__Task requirements__. Of the records below, reproduce only the span that opens with the line containing "Annotation task. Give" and closes with the last line.

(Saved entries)
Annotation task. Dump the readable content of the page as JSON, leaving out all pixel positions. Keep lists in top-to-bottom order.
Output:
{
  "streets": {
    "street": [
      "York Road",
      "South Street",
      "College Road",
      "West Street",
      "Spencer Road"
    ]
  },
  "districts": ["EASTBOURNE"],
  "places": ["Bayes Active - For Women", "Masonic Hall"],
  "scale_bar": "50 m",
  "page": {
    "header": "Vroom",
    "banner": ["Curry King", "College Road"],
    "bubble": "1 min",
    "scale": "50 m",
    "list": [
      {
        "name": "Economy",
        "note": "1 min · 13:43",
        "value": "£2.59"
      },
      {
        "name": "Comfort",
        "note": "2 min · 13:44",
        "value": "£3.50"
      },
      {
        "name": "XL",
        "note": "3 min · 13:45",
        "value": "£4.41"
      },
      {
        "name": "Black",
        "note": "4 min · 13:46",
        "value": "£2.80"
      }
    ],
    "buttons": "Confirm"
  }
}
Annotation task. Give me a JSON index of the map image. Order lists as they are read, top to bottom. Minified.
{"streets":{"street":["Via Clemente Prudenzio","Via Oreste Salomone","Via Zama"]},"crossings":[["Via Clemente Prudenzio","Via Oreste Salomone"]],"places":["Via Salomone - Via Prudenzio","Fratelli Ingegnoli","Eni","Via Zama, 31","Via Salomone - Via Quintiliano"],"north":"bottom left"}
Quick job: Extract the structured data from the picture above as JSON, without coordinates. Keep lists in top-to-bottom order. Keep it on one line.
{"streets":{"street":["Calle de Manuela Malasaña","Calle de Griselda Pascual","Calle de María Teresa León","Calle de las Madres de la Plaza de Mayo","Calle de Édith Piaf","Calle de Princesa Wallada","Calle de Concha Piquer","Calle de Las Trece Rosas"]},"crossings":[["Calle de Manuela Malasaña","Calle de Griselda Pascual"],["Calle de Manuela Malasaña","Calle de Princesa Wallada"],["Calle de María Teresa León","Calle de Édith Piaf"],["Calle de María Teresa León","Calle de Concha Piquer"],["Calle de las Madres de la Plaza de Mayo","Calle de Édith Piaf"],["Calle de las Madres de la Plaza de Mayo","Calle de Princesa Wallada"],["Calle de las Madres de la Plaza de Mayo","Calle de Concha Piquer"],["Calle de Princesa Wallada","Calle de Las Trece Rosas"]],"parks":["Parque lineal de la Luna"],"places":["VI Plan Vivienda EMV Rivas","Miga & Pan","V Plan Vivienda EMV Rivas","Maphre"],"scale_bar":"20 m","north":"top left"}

__Task answer__.
Annotation task. Give me a JSON index of the map image. Order lists as they are read, top to bottom. Minified.
{"streets":{"street":["Via Clemente Prudenzio","Via Oreste Salomone","Via Zama"]},"crossings":[["Via Clemente Prudenzio","Via Oreste Salomone"]],"places":["Via Salomone - Via Prudenzio","Fratelli Ingegnoli","Eni","Via Zama, 31","Via Salomone - Via Quintiliano"],"north":"bottom left"}
Quick job: Extract the structured data from the picture above as JSON, without coordinates. Keep lists in top-to-bottom order. Keep it on one line.
{"streets":{"street":["Calle de Manuela Malasaña","Calle de Griselda Pascual","Calle de María Teresa León","Calle de las Madres de la Plaza de Mayo","Calle de Édith Piaf","Calle de Princesa Wallada","Calle de Concha Piquer","Calle de Las Trece Rosas"]},"crossings":[["Calle de Manuela Malasaña","Calle de Griselda Pascual"],["Calle de Manuela Malasaña","Calle de Princesa Wallada"],["Calle de María Teresa León","Calle de Édith Piaf"],["Calle de María Teresa León","Calle de Concha Piquer"],["Calle de las Madres de la Plaza de Mayo","Calle de Édith Piaf"],["Calle de las Madres de la Plaza de Mayo","Calle de Princesa Wallada"],["Calle de las Madres de la Plaza de Mayo","Calle de Concha Piquer"],["Calle de Princesa Wallada","Calle de Las Trece Rosas"]],"parks":["Parque lineal de la Luna"],"places":["VI Plan Vivienda EMV Rivas","Miga & Pan","V Plan Vivienda EMV Rivas","Maphre"],"scale_bar":"20 m","north":"top left"}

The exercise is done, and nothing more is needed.